(Collected data)
++++++

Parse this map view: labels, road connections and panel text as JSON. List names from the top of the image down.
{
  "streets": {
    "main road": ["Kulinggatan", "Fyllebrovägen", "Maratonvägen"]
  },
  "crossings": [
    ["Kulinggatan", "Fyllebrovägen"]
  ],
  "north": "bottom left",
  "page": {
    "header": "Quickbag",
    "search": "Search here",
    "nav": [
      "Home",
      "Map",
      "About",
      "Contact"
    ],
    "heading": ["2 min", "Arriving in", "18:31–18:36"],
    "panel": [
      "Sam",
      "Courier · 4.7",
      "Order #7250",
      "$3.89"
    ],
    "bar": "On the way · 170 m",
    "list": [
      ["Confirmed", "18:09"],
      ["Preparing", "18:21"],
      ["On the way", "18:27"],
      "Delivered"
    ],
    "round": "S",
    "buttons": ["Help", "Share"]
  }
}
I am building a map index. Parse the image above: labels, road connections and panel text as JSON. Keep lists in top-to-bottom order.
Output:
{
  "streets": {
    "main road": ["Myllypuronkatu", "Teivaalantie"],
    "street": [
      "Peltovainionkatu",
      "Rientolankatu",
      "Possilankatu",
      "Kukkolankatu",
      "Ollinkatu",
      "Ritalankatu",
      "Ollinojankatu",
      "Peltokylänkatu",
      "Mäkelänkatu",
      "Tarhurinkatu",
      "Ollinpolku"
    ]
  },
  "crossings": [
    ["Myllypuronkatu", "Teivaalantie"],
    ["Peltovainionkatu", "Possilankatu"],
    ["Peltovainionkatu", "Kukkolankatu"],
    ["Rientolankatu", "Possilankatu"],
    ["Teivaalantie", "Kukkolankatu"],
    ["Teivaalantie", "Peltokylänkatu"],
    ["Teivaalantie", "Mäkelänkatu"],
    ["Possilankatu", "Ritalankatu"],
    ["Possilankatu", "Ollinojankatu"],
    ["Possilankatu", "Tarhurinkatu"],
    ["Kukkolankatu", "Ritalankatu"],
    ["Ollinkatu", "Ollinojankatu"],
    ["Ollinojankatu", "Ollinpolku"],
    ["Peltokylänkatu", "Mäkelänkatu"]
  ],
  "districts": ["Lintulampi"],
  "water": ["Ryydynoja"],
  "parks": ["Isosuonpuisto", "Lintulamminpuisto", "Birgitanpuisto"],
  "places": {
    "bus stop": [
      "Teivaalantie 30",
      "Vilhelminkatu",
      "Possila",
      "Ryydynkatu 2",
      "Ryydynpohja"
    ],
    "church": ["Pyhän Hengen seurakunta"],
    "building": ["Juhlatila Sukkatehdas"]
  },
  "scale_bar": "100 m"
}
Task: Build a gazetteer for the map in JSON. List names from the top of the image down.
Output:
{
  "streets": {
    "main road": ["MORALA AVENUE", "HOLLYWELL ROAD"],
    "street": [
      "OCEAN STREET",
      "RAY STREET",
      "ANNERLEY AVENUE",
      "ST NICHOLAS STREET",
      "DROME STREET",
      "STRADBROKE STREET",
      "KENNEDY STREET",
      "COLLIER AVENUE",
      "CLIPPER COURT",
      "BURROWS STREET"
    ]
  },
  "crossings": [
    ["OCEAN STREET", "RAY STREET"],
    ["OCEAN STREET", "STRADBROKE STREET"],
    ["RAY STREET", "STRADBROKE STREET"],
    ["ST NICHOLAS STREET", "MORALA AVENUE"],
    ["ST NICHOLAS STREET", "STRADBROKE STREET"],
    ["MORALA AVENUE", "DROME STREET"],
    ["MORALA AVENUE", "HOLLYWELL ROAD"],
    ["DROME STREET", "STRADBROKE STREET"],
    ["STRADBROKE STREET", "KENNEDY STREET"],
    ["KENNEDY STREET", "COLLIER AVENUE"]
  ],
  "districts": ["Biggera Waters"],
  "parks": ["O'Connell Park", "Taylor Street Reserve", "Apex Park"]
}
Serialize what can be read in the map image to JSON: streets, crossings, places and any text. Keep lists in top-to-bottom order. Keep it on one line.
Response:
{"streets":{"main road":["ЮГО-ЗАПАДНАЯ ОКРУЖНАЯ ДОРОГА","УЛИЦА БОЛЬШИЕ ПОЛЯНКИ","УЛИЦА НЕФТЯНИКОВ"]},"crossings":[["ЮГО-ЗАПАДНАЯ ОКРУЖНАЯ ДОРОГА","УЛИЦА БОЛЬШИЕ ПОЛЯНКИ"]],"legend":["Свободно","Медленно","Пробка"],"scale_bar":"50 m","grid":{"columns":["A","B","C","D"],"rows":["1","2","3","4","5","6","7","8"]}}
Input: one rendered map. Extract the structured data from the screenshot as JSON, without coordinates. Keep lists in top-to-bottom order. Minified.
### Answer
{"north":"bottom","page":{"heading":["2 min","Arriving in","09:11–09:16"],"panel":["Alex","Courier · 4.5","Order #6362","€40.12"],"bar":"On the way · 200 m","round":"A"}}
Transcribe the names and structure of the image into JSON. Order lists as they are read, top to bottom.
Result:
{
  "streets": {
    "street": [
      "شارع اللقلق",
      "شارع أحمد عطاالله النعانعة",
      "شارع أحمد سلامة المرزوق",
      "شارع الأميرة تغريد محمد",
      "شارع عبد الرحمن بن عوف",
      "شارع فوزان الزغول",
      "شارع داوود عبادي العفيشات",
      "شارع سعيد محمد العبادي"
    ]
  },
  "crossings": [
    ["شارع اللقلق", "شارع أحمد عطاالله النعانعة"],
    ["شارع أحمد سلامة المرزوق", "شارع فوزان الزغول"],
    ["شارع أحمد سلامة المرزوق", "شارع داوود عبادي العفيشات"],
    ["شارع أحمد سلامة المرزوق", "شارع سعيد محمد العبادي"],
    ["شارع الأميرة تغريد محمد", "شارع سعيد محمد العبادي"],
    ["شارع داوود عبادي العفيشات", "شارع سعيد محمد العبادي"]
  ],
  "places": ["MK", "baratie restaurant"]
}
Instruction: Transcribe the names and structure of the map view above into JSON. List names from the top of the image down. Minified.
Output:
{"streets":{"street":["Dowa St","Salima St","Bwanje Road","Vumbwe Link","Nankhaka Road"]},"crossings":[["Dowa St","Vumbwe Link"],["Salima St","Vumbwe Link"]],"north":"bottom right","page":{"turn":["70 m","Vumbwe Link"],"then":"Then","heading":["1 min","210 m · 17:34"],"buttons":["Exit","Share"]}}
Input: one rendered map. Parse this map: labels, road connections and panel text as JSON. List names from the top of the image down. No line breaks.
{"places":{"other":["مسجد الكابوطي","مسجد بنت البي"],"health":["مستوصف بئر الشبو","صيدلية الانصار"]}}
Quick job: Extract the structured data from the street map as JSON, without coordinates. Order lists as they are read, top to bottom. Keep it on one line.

++++++

In the entries above, count each line holding the word "without" and give that count alone.

2